For me, bed size makes all the difference. I cannot sleep if someone is touching me. Or breathing too loud next to me. Or so close that they might touch or breath on me. My husband and I were recently on vacation and stayed in a queen size bed. At one point we both rolled inward and ended up with our noses touching and yoga breathing into each other’s mouths. I was literally concerned about getting carbon dioxide poisoning. We have three kids, so if allowed I would have bought an Alaskan king which is even bigger. My husband correctly points out that a standard king is already too big for our bedroom and our closet door doesn’t fully open but SO WHAT? It’s worth it. Hell, I would rappel into our bedroom through the window if that had been what was required to get a king size bed.

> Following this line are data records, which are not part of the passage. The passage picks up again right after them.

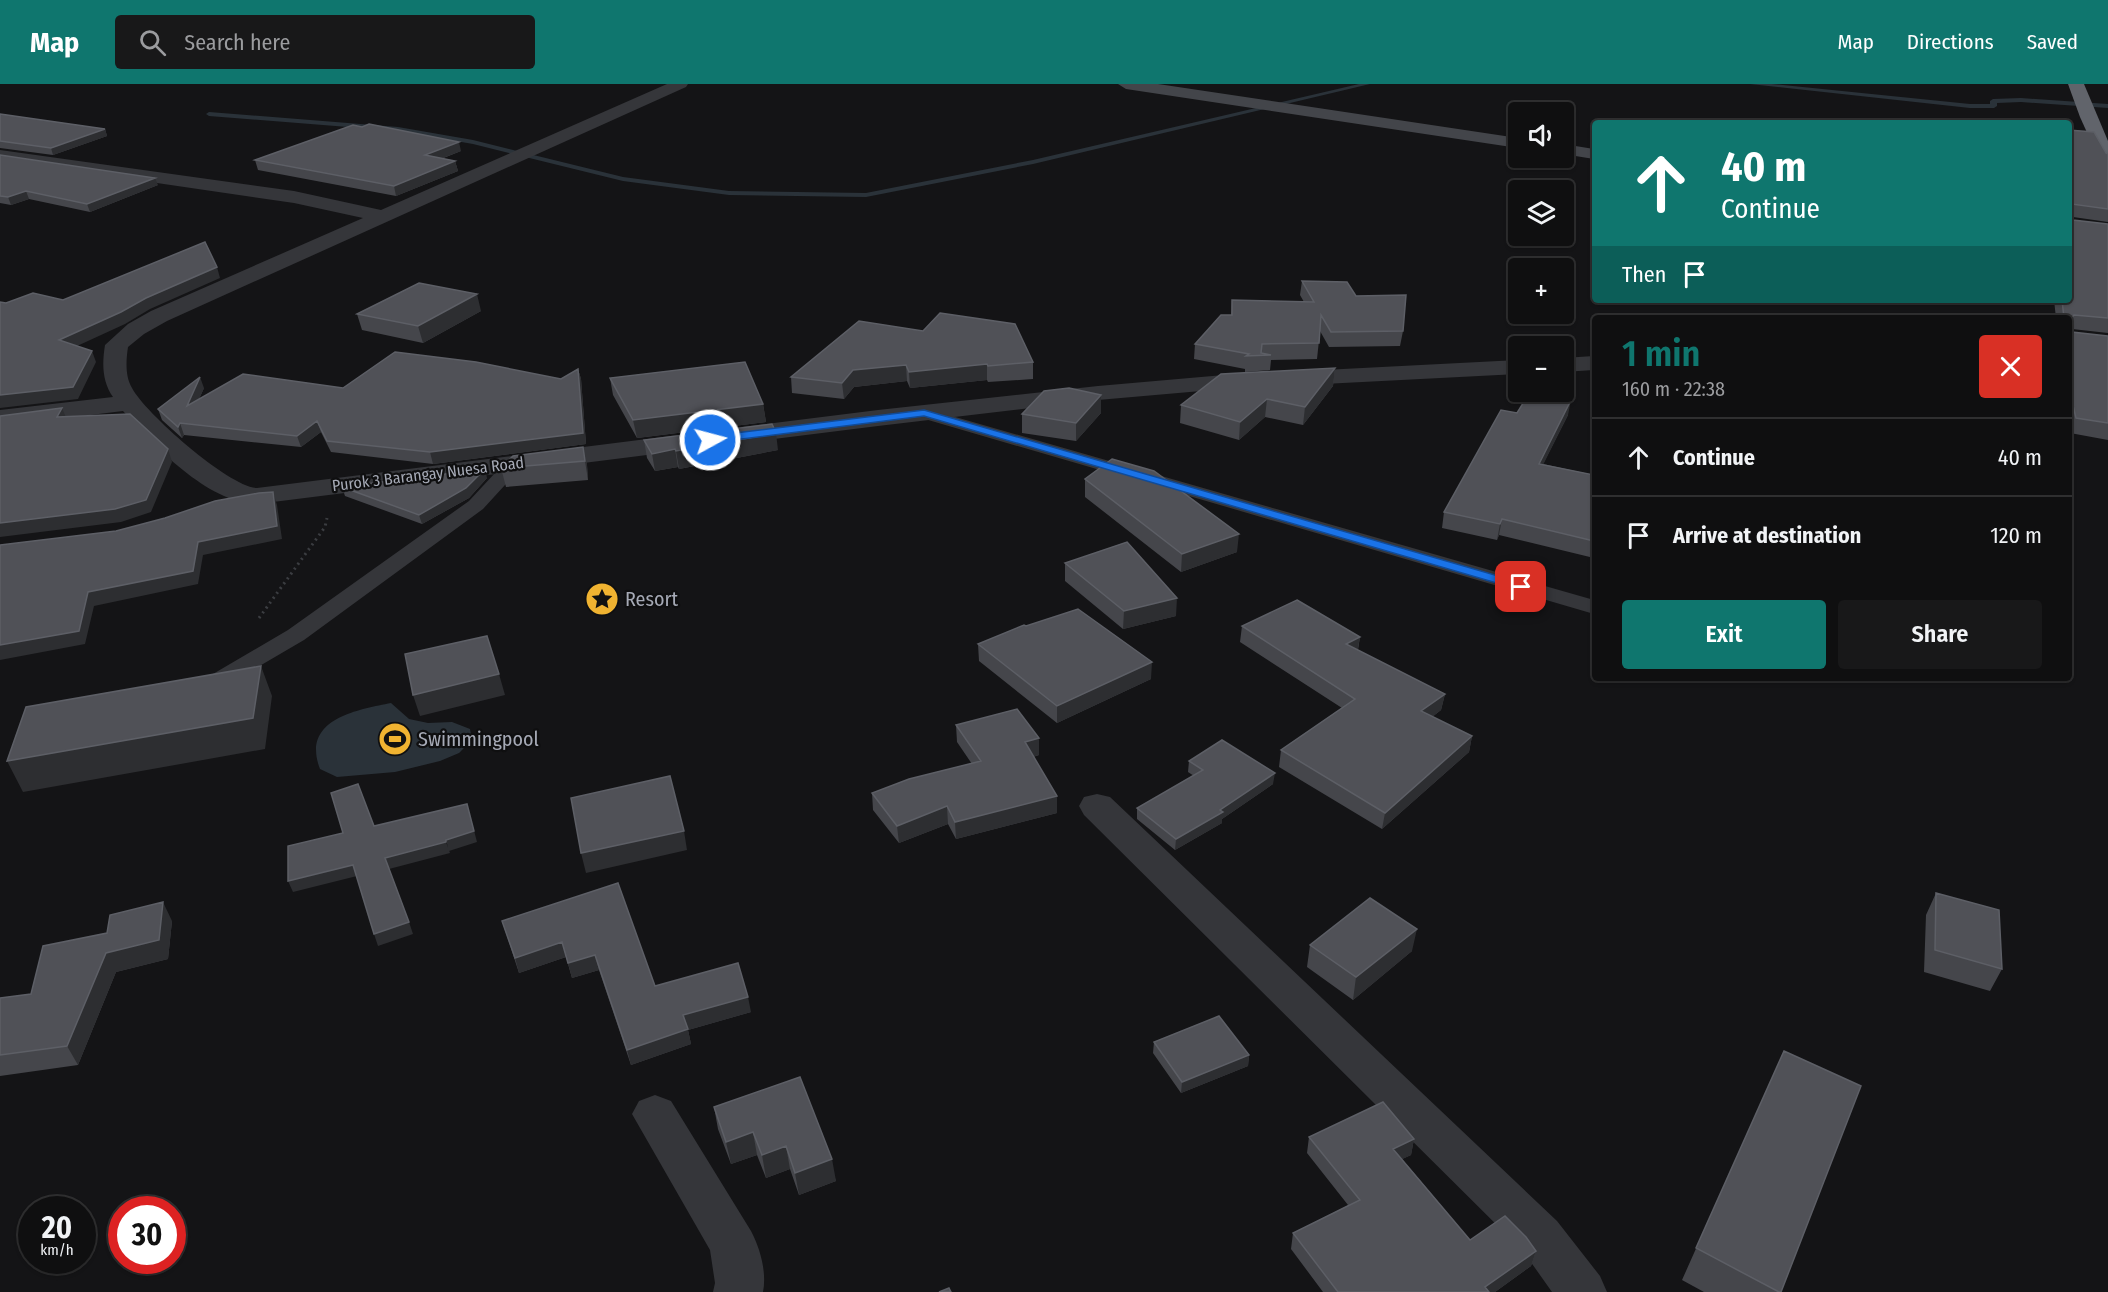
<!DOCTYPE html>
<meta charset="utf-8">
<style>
body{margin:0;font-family:"Fira Sans Condensed",sans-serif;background:#181819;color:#f1f3f6;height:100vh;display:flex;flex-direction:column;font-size:22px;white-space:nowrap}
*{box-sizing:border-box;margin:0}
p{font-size:20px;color:#9b9c9f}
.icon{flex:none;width:33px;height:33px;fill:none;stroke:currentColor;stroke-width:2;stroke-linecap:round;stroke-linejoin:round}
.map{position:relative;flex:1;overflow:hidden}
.details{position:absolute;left:1592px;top:231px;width:480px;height:366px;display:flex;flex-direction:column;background:#0f0f10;border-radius:6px;box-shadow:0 2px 4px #0004,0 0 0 2px #2f2f30}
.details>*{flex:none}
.guide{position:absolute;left:1592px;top:36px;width:480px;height:183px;border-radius:6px;box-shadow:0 2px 4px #0004,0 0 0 2px #2f2f30;background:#0f766e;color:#fff;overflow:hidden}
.fabs{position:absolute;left:1508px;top:18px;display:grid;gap:12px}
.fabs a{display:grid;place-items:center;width:66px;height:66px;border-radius:6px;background:#0f0f10;box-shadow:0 2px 4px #0004,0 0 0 2px #2f2f30;font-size:30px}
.speed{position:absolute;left:18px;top:1112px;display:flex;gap:12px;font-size:30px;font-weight:700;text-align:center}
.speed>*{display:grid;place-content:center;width:78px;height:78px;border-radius:50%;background:#0f0f10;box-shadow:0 2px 4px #0004,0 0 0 2px #2f2f30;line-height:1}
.speed small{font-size:15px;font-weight:400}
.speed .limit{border:9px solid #d22;background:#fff;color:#111}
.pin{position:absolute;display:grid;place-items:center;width:51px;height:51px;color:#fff;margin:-26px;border-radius:12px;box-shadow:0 3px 9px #0006}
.me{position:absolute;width:66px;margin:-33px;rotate:83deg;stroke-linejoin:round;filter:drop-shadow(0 0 4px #0008)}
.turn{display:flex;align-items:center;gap:21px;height:126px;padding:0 30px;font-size:27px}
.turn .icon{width:78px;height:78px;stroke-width:2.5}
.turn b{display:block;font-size:42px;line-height:51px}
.then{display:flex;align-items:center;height:57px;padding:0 30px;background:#0003;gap:12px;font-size:22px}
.round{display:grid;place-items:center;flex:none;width:63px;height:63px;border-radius:6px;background:#181819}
.head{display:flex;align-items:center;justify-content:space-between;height:102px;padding:0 30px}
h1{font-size:36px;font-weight:600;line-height:45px;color:#0f766e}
.primary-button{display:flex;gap:12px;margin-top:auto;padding:12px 30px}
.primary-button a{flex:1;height:69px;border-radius:6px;background:#0f766e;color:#fff;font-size:24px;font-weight:600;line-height:69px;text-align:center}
.primary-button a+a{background:#181819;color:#f1f3f6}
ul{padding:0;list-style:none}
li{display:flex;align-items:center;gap:18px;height:78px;padding:0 30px;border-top:2px solid #2f2f30}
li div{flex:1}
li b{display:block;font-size:22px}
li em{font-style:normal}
header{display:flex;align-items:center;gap:36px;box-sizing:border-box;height:84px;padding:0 30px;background:#0f766e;color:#fff}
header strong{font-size:28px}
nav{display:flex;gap:33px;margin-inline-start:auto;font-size:21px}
.search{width:420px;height:54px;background:#181819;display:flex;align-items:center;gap:15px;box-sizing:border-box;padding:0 21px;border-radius:6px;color:#9b9c9f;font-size:22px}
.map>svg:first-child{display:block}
.water{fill:#2a3239}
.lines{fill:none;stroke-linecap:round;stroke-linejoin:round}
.stream{fill:#2a3239;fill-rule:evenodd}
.path{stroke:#3b3d41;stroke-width:3;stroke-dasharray:2 4;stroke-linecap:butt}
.lane{fill:#35363a;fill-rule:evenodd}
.street{fill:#35363a;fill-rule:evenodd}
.secondary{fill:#43454a;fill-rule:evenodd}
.highway{fill:#61646b;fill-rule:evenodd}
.wall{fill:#45464b}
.shaded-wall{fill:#2d2e31}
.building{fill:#505157;stroke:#5d5f66;stroke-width:1.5}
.route{fill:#1a73e8;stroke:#114b97;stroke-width:1.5}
.labels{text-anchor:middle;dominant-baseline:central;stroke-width:4.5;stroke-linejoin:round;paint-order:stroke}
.far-street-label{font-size:16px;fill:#a6aab6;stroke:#0f0f10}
.poi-label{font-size:20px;fill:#a6aab6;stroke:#0f0f10;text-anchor:start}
</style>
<header>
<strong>Map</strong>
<div class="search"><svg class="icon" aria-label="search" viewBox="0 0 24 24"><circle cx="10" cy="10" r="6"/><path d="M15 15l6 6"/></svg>Search here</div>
<nav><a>Map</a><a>Directions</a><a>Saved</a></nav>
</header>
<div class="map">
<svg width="2108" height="1208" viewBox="0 0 2108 1208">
<rect width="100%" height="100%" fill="#141416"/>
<path class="water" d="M391 619 409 635 428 639 452 638 470 645 472 656 459 669 440 677 395 688 337 693 320 685C301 636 355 626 391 619Z"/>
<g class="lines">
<path class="stream" d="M1359 0H1370L1033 80 866 113 729 111 623 97 473 60 398 47 209 32 206 30 209 28 398 43 473 56 623 93 729 107 866 109 1033 76Z
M1750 0H1772L1970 20H1990V17L1993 15 2021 14 2108 20V24L2021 18 1997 19V22L1994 24H1970Z"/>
<path class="path" d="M259 534 325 443 327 434"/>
<path class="lane" d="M924 324 1594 516V530L918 333 915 329 918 325Z
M515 373 522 375 525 379 483 425 304 556 217 607 209 609 201 607 197 602 201 597 288 546 469 417 508 375Z"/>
<path class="street" d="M667 0H688L686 3 167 237 144 250 128 263C126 277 125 292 132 304 145 329 229 403 257 404L878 326 1098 302 1224 291 1518 276V290L1224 305 1098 316 878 342 257 420C208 419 154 362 123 327L0 342V326L113 313C102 297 102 280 105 261L128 240 151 227 363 134 294 119 0 76V66L294 107 381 126Z
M1594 272V286L1563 288V274Z
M1097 710 1110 713 1557 1137 1600 1192 1607 1208H1552L1523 1167 1084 731 1079 722 1084 713Z
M655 1011 671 1017 751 1147C760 1164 767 1188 763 1208H713L715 1199 710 1166 632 1030 639 1017Z"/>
<path class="secondary" d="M1118 0H1158L1518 54V64L1126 5Z
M1563 60 1594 65V75L1563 70Z"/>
<path class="highway" d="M2068 0H2084L2108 57V80L2102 79 2099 75 2080 33Z"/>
</g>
<path class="wall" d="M0 30 105 45 107 52 53 71 0 64Z
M2068 46 2108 70V138L2073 133V136L2108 140V249L2072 245V248L2108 252V356L2070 349 2068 344V234H2056L2054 216H2068Z
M461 67 441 75 455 77 458 87 396 112 258 86 255 76Z
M0 71 158 101 90 128 29 115 11 121 0 119Z
M1302 197 1356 212 1403 247 1400 262 1329 263 1320 247 1317 275 1271 276 1270 286 1245 288V285L1194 275 1195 260 1231 231 1232 216 1304 218 1300 211Z
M481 227 423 259 362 246 357 230Z
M859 237 1033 278V295L988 298 987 296 910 304 907 297 854 303 844 315 792 309 791 293Z
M1335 284 1333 302 1303 341 1265 333 1239 356 1180 339 1181 321Z
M578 285 581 295 586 360 433 380 331 368 321 348 301 363 184 351 182 354 162 336 158 325 204 304 199 315 561 295Z
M610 294 763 320 766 338 637 354 613 311Z
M1101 329 1076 357 1022 349V330Z
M1517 329 1568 331 1543 380 1594 391V474L1499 451 1497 456 1442 444 1444 428Z
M644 356 778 366 679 385 678 383 655 387 647 374Z
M583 363 587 381 588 396 506 403 501 384Z
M487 394 469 414 422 440 345 412 342 403Z
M1085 395 1237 468 1181 488 1085 413Z
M1065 479 1176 532 1123 545 1065 497Z
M1026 542 1151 595 1057 639 979 577 978 560Z
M1242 542 1360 553 1358 566 1445 610 1441 626 1432 633 1472 652 1469 668 1382 745 1279 683 1281 666 1342 624 1240 558Z
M956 641 1039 671 1033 673 1057 729 956 755 948 740 899 759 873 726 872 709 972 680 957 658Z
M1189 677 1273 700 1222 735V739L1175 766 1137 735V724L1194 692 1188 688Z
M1936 809 2002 885 1990 907 1924 888 1926 831Z
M172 837 168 875 116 888 78 981 0 992V914L31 910Z
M502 837 655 902 751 928 688 946 691 960 631 981 599 886 572 894 566 873 519 889Z
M1310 861 1412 867 1353 916 1307 883Z
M1154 958 1249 971 1248 982 1181 1009 1153 969Z
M1784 967 1781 1208H1704L1682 1196Z
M800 993 836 1097 799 1111 790 1085 766 1094 757 1071 731 1080 718 1045 714 1023Z
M1309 1053 1414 1055 1411 1071 1402 1075 1470 1156 1536 1167 1531 1182 1495 1208H1323L1291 1165 1293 1149 1348 1121 1307 1069Z"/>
<path class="shaded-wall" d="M105 45 107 52 53 71 51 64Z
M459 58 461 67 427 80 425 71Z
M455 77 458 87 396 112 394 102Z
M155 94 158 101 90 128 87 120Z
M26 107 29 115 11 121 8 113Z
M217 183 220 194 150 225 125 240 64 268 59 256 146 214Z
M477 210 481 227 423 259 418 242Z
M92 267 96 278 78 315 0 324V311Z
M987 280V296L910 304 909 288Z
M906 281 907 297 854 303 844 315 842 299 853 286Z
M1335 284 1333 302 1303 341 1305 323Z
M578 285 581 295 586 360 433 380 430 368Z
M200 293 204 304 191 333 187 322Z
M1101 311V329L1076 357V339Z
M1267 315 1265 333 1239 356 1240 338Z
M1571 316 1568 331 1536 395 1539 380Z
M763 320 766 338 637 354 633 336Z
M62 324 67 336 57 333Z
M317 337 321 348 301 363 297 352Z
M180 339 184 351 182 354 178 343Z
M776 349 778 366 679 385 676 367Z
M583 363 587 381 588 396 585 377Z
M168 365 172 378 151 428 121 438 0 453V439Z
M675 365 678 383 655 387 652 370Z
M485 385 487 394 469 414 422 440 419 431Z
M273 408 277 421 282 455 203 471 198 500 94 522 85 560 0 576V561L88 508 198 458Z
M1502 435 1499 451 1497 456 1500 440Z
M1239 450 1237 468 1181 488 1182 470Z
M1177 514 1176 532 1123 545 1124 527Z
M1360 553 1357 569 1346 560Z
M1152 578 1151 595 1057 639V622Z
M261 582 272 612 265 665 23 708 7 677Z
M499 590 505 611 420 632 413 611Z
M1445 610 1441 626 1418 644 1421 627Z
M1472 652 1469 668 1382 745 1385 729Z
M1039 654V671L1025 675V658Z
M1275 689 1273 700 1222 735V739L1175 766 1176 755Z
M1057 712V729L956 755 955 738Z
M947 722 948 740 899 759 897 742Z
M470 731 477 758 449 767 446 756Z
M684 747 687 766 586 789 581 769Z
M446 758 450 769 389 785 385 774Z
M353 781 357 792 293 808 288 797Z
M163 818 172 837 168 875 116 888 78 981 67 962 106 869Z
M409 838 413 850 378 862 374 850Z
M1417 845 1412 867 1353 916 1356 893Z
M562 858 566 873 519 889 515 874Z
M595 871 599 886 572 894 568 879Z
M748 913 751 928 688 946 691 960 631 981 627 966 683 931Z
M1249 971 1248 982 1181 1009 1182 998Z
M753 1048 757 1071 731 1080 726 1058Z
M1414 1055 1411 1071 1390 1081 1393 1065Z
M786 1062 790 1085 766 1094 762 1071Z
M832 1075 836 1097 799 1111 795 1089Z
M1536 1167 1531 1182 1495 1208H1483L1485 1203Z"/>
<path class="building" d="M0 30 105 45 51 64 0 57Z
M369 40 459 58 425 71 455 77 394 102 255 76 353 41 362 43Z
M2068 46 2094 48 2106 69 2108 70V125L2072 120 2073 136 2108 140V234L2074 231 2072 233V248L2108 252V339L2076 334 2068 301V234H2064L2062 216H2068Z
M0 71 155 94 87 120 26 107 8 113 0 112Z
M205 158 217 183 146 214 121 228 59 256 92 267 73 303 0 311V218L6 219 33 209 63 216Z
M1302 197 1347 198 1356 212 1406 211 1403 247 1331 248 1321 231 1319 259 1262 260 1261 269 1271 271 1246 272 1249 270 1195 260 1221 231H1232V216L1314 218Z
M419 199 477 210 418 242 357 230Z
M940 229 1015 240 1033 278 988 282 987 280 909 288 906 281 853 286 842 299 791 293 859 237 923 247Z
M395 268 476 278 561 295 578 285 583 349 430 368 327 357 317 337 297 352 180 339 178 343 158 325 200 293 187 322 243 290 343 304Z
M745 278 763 320 633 336 610 294Z
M1335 284 1305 323 1267 315 1240 338 1181 321 1221 290Z
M1069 304 1101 311 1076 339 1022 330 1044 307Z
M1530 308 1571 316 1539 380 1594 391V457L1502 435 1500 440 1444 428 1501 326 1517 329Z
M62 324 57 333 130 330 168 365 146 416 115 425 0 439V332Z
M772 340 776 349 676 367 675 365 652 370 644 356Z
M583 363 585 377 501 384 513 372Z
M1112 375 1154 387 1239 450 1182 470 1085 395Z
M485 385 466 404 419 431 342 403Z
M273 408 277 442 198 458 193 487 88 508 79 547 0 561V461L116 447 165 434 215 417 259 409Z
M1127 458 1177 514 1124 527 1065 479Z
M1297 516 1360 553 1346 560 1445 610 1421 627 1472 652 1385 729 1281 666 1355 615 1242 542Z
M1078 525 1152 578 1057 622 978 560 1024 541 1026 542Z
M487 552 499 590 413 611 405 570Z
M261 582 253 634 7 677 26 623Z
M1017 625 1039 654 1025 658 1057 712 955 738 947 722 897 742 872 709 909 695 981 677 956 641Z
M1222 656 1275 689 1220 726 1223 728 1176 755 1137 724 1203 686 1189 677Z
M670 692 684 747 581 769 571 714Z
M358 700 374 742 467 720 474 747 446 756V758L385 774 409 838 374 850 353 781 288 797V762L343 749 331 709Z
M618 799 655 902 738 879 748 913 683 931 688 945 627 966 595 871 568 879 562 858 515 874 502 837Z
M1936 809 1999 826 2002 885 1935 866Z
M1370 814 1417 845 1356 893 1310 861Z
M163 818 159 856 106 869 67 962 0 971V914L31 910 43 862 107 849 110 831Z
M1219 932 1249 971 1182 998 1154 958Z
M1784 967 1861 1002 1781 1208H1779L1696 1164Z
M800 993 832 1075 795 1089 786 1062 762 1071 753 1048 726 1058 714 1023Z
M1383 1018 1414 1055 1393 1065 1470 1156 1505 1132 1526 1153 1536 1167 1485 1203 1489 1208H1338L1293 1149 1360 1116 1309 1053Z
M949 1204 951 1208H939Z"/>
<path class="route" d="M924 326 1526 500 1528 503 1526 505H1517L924 332 710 359 705 356 710 352Z"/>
<defs>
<symbol id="sight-disc" viewBox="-11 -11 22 22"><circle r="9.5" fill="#f0b331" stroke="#0f0f10"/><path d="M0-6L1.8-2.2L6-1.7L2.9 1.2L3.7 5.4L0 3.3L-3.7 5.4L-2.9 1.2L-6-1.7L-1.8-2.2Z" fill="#111"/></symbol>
<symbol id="stadium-disc" viewBox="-11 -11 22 22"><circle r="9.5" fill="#f0b331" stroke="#0f0f10"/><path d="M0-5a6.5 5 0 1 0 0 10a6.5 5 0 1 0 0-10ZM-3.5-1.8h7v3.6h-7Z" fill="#111"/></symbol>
</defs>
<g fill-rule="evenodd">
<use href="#sight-disc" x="583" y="496" width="38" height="38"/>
<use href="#stadium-disc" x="376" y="636" width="38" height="38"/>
</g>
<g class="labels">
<g class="far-street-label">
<text transform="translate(428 390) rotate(-7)">Purok 3 Barangay Nuesa Road</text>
</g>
<g class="poi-label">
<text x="625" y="515">Resort</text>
<text x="418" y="655">Swimmingpool</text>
</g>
</g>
</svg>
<div class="fabs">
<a><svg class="icon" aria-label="sound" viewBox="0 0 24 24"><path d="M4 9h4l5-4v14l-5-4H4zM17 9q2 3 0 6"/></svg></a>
<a><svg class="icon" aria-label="layers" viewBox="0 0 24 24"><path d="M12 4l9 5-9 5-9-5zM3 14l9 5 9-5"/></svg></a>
<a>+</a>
<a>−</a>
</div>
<div class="speed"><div>20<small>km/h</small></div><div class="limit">30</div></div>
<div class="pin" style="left:1521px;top:503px;background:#d93025"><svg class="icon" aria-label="arrive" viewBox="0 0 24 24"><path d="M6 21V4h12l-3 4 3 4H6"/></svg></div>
<svg class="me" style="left:710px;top:356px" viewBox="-20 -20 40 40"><circle r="17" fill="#1a73e8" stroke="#fff" stroke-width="3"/><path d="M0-11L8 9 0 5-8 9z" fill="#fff"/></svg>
<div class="guide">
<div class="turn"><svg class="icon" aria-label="ahead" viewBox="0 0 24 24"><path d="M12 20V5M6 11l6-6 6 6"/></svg><div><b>40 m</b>Continue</div></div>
<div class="then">Then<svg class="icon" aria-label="arrive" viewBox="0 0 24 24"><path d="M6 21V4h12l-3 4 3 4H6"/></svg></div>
</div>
<section class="details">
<div class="head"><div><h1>1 min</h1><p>160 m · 22:38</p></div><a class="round" style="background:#d93025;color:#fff"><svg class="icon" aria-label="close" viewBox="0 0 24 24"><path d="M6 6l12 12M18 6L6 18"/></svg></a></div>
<ul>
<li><svg class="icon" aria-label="ahead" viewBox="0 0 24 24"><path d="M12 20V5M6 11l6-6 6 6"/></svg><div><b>Continue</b></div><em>40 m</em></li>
<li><svg class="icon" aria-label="arrive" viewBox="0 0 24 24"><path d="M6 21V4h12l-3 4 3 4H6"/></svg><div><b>Arrive at destination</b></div><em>120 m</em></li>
</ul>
<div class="primary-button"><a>Exit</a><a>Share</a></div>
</section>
</div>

A big bed works for us. I know other couples who stagger sleep times so the night owl doesn’t keep the other awake with electronics in the bedroom. Another couple knows one spouse is sleeping on the couch if they drink red wine because it makes them snore. For some a TV helps and for others it doesn’t. Some have fancy sleep machines or fancy beds or fancy sleep gadgets. Some have fancy spouses who just sleep without issue. I don’t think they sell those at Brookstone, but what a great idea!
Getting a good night’s sleep makes you better at everything, including marriage. It’s worth trying anything to make it work in the same bed—earplugs, mouth guards, noise machines, separate covers, dual firmness mattresses. But more than that, sleep issues require communication and compromise just like every other thing about marriage. Bummer right? Eventually there will be some problem we can fix by not talking and getting everything we want. There has to be! Let’s sleep on it.